In the etymology of rune there is a root that means secret, mystery, a dark mysterious statement, a (secret) council. A spell, a curse, a coven.
A woman named Euphemia Maclean1, during the Scottish witchcraft panic of the 17th century, cried out to her midwife for pain relief during her birth. She cried aloud and accepted pain relief from her midwife—also accused of witchcraft—because Euphemia refused to suffer in silence. In the era of James VI of Scotland, pain in delivery was considered ‘natural’ while anything that interferes with that pain—Eve’s fault—would be considered ‘unnaural’ and of the devil. As a result, both Euphemia and her midwife, Agnes Sampson, became targets due to Sampson’s knowledge of the ‘great female mystery’ that come with the magic of healing powers.
Euphemia was later burned at the stake for her bold act of speaking aloud in pain. The name, Euphemia, means literally “well-spoken,” so undoubtedly, she believed in the truth of her name. Only to be silenced.
Euphemia is a name that is also in the work of a french Arthurian romance of the 13th century. Only discovered in an english manor house in a box labeled “old papers—no value,” the manuscript was re-discovered in 1911 alongside some letters of Henry VIII, whose words were presumably of more interest, as the romance was still ignored and only saw publication in 1972.
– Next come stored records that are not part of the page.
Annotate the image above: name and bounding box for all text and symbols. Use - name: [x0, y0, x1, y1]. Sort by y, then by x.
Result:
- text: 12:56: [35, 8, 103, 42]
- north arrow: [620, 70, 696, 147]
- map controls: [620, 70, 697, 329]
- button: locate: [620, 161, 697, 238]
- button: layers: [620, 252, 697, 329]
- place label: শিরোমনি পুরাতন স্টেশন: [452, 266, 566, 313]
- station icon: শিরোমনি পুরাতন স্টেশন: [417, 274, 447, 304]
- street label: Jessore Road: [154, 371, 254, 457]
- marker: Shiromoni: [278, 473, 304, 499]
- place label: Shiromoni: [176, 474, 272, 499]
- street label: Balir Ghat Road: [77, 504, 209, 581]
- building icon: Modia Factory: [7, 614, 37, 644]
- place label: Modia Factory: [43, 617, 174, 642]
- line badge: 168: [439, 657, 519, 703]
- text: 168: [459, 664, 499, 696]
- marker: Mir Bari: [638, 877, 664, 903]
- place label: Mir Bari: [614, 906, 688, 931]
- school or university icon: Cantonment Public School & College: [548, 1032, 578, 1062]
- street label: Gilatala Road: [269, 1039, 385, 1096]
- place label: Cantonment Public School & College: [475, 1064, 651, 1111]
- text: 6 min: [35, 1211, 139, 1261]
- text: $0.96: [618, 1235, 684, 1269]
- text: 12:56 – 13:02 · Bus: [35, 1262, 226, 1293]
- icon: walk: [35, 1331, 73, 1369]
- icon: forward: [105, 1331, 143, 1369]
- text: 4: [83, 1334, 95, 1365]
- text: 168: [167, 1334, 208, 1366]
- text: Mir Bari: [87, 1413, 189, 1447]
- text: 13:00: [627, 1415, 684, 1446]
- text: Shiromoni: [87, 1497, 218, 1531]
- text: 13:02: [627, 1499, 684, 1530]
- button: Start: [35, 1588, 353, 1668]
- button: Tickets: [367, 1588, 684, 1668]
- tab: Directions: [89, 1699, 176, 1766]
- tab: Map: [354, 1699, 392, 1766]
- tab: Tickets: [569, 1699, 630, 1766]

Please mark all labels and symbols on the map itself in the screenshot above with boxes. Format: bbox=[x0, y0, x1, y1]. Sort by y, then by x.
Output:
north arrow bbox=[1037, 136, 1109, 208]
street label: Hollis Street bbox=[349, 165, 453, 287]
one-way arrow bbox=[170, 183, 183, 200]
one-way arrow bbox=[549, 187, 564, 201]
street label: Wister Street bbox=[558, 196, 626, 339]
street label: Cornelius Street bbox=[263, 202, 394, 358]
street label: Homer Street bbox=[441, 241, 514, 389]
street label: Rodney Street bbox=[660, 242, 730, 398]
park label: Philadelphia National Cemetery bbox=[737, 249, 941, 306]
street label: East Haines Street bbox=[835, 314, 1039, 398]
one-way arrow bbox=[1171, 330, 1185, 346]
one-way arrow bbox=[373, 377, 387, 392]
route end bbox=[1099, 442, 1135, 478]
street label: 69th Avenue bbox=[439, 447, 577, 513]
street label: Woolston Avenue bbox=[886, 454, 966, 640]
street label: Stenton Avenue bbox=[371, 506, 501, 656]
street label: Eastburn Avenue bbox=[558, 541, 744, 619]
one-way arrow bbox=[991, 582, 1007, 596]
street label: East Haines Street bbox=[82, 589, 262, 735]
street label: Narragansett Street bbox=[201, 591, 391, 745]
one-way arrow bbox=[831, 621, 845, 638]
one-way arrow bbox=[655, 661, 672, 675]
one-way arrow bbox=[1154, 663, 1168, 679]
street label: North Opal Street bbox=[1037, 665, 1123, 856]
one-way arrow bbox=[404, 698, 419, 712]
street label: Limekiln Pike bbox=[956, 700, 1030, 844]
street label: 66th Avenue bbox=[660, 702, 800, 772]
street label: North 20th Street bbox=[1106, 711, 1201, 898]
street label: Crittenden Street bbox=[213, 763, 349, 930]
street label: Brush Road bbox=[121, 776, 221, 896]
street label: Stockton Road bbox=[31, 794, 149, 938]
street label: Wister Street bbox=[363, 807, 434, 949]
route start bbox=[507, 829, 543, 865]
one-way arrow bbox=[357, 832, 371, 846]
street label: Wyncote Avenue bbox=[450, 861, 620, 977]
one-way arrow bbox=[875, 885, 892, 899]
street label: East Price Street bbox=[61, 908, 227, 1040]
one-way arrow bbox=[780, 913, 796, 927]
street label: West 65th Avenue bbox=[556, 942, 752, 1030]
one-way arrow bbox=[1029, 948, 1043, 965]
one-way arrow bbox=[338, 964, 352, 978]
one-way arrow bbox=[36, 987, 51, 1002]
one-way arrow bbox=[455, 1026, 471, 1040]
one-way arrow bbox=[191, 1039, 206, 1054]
The name of the work is Silence. It tells of a medieval king who flippantly makes it the law of the land that women cannot inherit their family’s estates. So in order to work around this law, the king’s nephew and his wife tell their courtiers that their newborn is a son who will inherit. They name the boy Silence, but in fact she was born a girl.
Silence’s mother’s name is Euphemie—’well-spoken’—because she gives birth to Silence.
Silence is raised as a boy in every possible way in the forest by a kinswoman who has sworn an oath not to reveal the truth of her ward’s gender. As Silence nears adolescence, he is approached by Nature who is upset at what Nurture has done to her original work in creating Silence as a girl. Silence is almost convinced that he has been wrong to learn and act like a boy, but Reason then intervenes:
…citing examples as to why, if she abandoned her nurture to take up the habits of nature, it would be almost as bad as killing herself…. …then [Silence] began to consider ...all female customs against his current way of life, and saw, in short, that a man’s life was much better than that of a woman. ‘Indeed,’ he said, ‘it would be too bad to step down when I’m on top. If I’m on top, why should I step down? Now I am honored and valiant. No I’m not, upon my word—I'm a disgrace if I want to be one of the women…. I don’t want to lose my high position; I don’t want to exchange it for a lesser, …I will never betray the secret!’
Silence remains silent about his identity. He remains steadfast to his chosen gender by becoming a great knight, better than most men, vanquishing foes in battle, heroically coming to the rescue of the king’s army, among adventures also spent as a skilled minstrel.
Through complications of plot, the king’s wife is also named Eufeme—who is called so ironically as she is pointedly less well-spoken when she uses her voice to accuse Silence of rape when he refuses her advances. The king is skeptical of the queen’s claims, and sets a task of loyalty to Silence in response—a quest to find Merlin—who can only be found by a woman, and thus, is a seemingly impossible task. Yet Silence of course succeeds, at which point Merlin literally has the last laugh, to reveal to everyone at court that Silence is a woman—at which point the less well-spoken Eufeme is cast off and killed, while Silence is rewarded by having to marry the old king. By remaining silent, Silence becomes true to their name, in having to beceom a wife and produce male heirs, with no further claim to speech of her own.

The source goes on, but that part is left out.